YOUR INSTRUCTIONS => For the records below, print the lines from the line with "M702 446 730 437" through the line with "M0 587 1104" exactly as written; include both end lines and exclude the rest.

DATA PROVIDED =>
####################

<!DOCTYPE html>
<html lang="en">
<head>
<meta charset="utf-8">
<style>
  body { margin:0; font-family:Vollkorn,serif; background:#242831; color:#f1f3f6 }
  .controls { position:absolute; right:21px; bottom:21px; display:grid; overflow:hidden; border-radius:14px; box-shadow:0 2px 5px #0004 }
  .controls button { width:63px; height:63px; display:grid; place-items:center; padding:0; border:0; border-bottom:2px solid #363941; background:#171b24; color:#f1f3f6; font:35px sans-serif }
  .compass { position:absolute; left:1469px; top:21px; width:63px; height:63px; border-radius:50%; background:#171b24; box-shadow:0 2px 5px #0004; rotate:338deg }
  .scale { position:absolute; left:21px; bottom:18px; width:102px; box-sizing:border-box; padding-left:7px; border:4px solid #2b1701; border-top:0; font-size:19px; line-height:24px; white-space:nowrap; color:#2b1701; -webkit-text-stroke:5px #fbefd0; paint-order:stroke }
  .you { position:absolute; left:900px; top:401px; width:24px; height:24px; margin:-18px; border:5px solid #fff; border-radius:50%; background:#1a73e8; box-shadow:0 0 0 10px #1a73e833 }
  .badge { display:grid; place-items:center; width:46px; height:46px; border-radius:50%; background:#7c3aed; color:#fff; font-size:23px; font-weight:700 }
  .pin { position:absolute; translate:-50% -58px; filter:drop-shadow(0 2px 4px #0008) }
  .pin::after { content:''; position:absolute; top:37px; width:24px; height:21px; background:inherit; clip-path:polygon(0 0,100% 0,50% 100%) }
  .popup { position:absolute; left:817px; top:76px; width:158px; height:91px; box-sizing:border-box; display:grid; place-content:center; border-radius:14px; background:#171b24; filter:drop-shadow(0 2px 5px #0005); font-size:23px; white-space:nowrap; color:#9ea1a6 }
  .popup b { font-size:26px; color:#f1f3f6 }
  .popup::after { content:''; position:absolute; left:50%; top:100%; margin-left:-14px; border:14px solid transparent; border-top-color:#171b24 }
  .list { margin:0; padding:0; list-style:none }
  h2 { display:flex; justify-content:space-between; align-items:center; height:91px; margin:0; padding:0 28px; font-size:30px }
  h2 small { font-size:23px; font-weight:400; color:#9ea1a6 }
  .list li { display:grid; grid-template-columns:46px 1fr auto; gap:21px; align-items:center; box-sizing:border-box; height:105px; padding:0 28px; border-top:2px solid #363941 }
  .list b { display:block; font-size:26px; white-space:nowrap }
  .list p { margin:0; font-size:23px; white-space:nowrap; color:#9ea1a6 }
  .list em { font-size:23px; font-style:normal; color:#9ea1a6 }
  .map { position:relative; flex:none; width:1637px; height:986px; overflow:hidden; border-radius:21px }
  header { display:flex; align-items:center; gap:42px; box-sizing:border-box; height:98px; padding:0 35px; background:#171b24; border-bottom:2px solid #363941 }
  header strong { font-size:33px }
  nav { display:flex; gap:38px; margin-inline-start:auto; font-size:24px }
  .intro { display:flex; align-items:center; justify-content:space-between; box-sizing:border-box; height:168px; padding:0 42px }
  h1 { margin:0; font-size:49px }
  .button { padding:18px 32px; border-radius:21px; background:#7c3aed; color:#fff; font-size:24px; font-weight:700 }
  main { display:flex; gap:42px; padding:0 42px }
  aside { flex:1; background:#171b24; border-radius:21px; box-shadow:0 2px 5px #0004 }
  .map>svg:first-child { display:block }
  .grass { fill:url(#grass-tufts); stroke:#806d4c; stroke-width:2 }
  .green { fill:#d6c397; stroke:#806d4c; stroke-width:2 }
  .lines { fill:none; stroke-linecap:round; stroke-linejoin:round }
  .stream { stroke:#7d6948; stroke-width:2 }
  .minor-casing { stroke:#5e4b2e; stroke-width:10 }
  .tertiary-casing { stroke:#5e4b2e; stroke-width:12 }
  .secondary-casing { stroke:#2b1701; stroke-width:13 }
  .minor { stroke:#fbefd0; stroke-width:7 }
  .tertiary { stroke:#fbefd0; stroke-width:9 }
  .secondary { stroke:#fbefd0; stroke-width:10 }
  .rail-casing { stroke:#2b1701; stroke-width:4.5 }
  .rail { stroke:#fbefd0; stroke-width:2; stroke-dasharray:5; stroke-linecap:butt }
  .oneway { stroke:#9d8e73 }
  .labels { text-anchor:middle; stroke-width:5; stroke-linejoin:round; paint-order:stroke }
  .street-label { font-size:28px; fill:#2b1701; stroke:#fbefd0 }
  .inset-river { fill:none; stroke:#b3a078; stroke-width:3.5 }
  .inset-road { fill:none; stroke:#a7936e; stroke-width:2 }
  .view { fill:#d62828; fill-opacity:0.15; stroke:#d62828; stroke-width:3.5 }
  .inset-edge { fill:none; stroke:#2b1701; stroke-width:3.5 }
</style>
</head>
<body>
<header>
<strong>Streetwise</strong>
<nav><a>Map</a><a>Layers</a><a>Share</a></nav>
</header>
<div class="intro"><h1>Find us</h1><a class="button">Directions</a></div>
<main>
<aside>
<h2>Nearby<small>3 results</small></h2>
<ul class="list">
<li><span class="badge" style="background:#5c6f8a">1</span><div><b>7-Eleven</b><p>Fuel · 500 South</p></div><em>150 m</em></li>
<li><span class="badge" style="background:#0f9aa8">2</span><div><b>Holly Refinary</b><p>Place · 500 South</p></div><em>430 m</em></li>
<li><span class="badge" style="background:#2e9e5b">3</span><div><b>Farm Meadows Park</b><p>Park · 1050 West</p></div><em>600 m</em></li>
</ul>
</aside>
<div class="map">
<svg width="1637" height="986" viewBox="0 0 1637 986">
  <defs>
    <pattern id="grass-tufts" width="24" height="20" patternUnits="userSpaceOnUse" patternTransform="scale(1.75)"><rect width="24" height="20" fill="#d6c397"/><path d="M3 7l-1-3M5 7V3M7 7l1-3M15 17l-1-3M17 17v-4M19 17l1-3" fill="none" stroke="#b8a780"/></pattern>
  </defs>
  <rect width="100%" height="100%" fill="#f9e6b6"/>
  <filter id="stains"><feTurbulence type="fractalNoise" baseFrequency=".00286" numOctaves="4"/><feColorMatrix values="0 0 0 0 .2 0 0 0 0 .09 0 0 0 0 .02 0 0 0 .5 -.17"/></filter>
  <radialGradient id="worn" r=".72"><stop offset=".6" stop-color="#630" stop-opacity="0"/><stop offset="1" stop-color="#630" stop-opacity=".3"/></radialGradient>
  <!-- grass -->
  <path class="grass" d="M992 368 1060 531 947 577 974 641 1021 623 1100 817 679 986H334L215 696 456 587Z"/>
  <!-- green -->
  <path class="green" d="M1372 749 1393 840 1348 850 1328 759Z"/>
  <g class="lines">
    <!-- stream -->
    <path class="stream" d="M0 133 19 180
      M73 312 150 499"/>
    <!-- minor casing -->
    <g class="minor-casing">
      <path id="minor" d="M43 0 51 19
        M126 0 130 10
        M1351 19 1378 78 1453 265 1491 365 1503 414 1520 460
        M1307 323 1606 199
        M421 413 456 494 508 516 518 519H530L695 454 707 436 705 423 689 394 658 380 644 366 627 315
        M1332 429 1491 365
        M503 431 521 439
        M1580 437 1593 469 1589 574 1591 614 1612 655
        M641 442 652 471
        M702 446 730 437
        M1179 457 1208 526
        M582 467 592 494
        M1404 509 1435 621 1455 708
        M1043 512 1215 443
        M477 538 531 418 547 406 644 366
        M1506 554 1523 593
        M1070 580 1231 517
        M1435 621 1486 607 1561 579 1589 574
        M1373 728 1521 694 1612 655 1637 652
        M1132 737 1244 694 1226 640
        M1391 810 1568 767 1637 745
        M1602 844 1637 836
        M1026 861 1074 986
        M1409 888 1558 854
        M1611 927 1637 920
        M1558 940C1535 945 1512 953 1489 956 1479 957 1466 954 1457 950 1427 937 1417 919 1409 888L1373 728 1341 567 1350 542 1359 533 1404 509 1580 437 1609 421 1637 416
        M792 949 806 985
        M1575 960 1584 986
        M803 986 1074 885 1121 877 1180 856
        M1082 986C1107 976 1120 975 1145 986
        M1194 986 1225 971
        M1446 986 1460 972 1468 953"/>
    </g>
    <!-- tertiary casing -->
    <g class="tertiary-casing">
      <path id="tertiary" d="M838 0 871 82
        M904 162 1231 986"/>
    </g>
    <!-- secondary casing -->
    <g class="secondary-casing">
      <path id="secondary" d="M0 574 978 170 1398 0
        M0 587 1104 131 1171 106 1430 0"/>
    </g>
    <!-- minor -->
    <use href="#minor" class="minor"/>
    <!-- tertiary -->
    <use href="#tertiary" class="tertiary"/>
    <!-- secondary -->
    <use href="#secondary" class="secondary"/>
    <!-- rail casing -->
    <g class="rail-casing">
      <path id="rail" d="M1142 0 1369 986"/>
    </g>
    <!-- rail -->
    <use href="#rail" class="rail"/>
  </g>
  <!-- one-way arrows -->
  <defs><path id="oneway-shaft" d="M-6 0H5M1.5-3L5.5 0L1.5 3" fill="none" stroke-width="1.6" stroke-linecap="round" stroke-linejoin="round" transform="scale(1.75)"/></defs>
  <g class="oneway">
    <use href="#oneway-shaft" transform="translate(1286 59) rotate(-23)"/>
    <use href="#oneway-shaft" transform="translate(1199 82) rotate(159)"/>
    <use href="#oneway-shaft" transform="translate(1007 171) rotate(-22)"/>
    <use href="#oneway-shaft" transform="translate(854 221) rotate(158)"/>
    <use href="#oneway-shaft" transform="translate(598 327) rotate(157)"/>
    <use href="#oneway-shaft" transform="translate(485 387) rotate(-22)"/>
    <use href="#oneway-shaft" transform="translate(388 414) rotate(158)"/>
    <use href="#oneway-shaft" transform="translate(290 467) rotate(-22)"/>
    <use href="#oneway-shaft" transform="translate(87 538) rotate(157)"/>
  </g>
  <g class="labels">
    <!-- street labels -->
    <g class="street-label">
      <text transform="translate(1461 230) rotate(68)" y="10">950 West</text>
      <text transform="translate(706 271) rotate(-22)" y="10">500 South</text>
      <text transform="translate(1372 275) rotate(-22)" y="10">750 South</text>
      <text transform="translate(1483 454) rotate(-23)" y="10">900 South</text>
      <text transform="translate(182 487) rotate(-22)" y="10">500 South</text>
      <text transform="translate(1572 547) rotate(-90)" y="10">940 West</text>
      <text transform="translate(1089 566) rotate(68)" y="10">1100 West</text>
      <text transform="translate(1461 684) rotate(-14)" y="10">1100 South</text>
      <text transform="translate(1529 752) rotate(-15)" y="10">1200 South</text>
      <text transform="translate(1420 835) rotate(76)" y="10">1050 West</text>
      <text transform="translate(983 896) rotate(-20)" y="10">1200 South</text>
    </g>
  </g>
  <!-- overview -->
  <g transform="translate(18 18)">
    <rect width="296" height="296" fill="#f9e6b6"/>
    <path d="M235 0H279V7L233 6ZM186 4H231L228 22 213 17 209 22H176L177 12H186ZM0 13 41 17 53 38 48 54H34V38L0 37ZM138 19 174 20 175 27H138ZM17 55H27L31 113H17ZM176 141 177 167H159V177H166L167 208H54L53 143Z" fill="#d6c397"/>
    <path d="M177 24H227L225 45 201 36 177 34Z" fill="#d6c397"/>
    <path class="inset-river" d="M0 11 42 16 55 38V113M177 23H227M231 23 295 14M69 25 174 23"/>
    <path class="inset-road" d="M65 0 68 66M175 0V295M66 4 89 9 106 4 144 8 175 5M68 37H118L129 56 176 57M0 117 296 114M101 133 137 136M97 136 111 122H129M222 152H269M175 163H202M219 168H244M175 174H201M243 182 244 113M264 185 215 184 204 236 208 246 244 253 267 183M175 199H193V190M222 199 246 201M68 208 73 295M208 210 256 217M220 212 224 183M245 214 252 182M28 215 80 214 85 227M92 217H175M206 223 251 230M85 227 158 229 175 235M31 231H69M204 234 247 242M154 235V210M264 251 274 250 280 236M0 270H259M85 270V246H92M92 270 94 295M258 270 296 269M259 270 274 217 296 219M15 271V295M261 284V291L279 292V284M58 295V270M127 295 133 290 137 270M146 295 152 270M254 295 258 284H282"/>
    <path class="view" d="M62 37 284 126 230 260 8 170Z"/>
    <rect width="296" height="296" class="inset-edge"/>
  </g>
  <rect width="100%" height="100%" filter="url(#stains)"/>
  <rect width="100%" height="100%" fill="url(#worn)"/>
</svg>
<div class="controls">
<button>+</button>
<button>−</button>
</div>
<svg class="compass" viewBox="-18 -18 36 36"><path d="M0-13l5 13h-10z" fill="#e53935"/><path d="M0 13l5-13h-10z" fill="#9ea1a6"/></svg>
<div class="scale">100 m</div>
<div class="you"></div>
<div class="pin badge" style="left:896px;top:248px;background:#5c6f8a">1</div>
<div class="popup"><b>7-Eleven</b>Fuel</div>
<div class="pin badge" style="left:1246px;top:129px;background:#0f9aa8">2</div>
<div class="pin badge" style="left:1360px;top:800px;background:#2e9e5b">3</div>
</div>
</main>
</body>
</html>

####################

EXERCISE RESPONSE =>
        M702 446 730 437
        M1179 457 1208 526
        M582 467 592 494
        M1404 509 1435 621 1455 708
        M1043 512 1215 443
        M477 538 531 418 547 406 644 366
        M1506 554 1523 593
        M1070 580 1231 517
        M1435 621 1486 607 1561 579 1589 574
        M1373 728 1521 694 1612 655 1637 652
        M1132 737 1244 694 1226 640
        M1391 810 1568 767 1637 745
        M1602 844 1637 836
        M1026 861 1074 986
        M1409 888 1558 854
        M1611 927 1637 920
        M1558 940C1535 945 1512 953 1489 956 1479 957 1466 954 1457 950 1427 937 1417 919 1409 888L1373 728 1341 567 1350 542 1359 533 1404 509 1580 437 1609 421 1637 416
        M792 949 806 985
        M1575 960 1584 986
        M803 986 1074 885 1121 877 1180 856
        M1082 986C1107 976 1120 975 1145 986
        M1194 986 1225 971
        M1446 986 1460 972 1468 953"/>
    </g>
    <!-- tertiary casing -->
    <g class="tertiary-casing">
      <path id="tertiary" d="M838 0 871 82
        M904 162 1231 986"/>
    </g>
    <!-- secondary casing -->
    <g class="secondary-casing">
      <path id="secondary" d="M0 574 978 170 1398 0
        M0 587 1104 131 1171 106 1430 0"/>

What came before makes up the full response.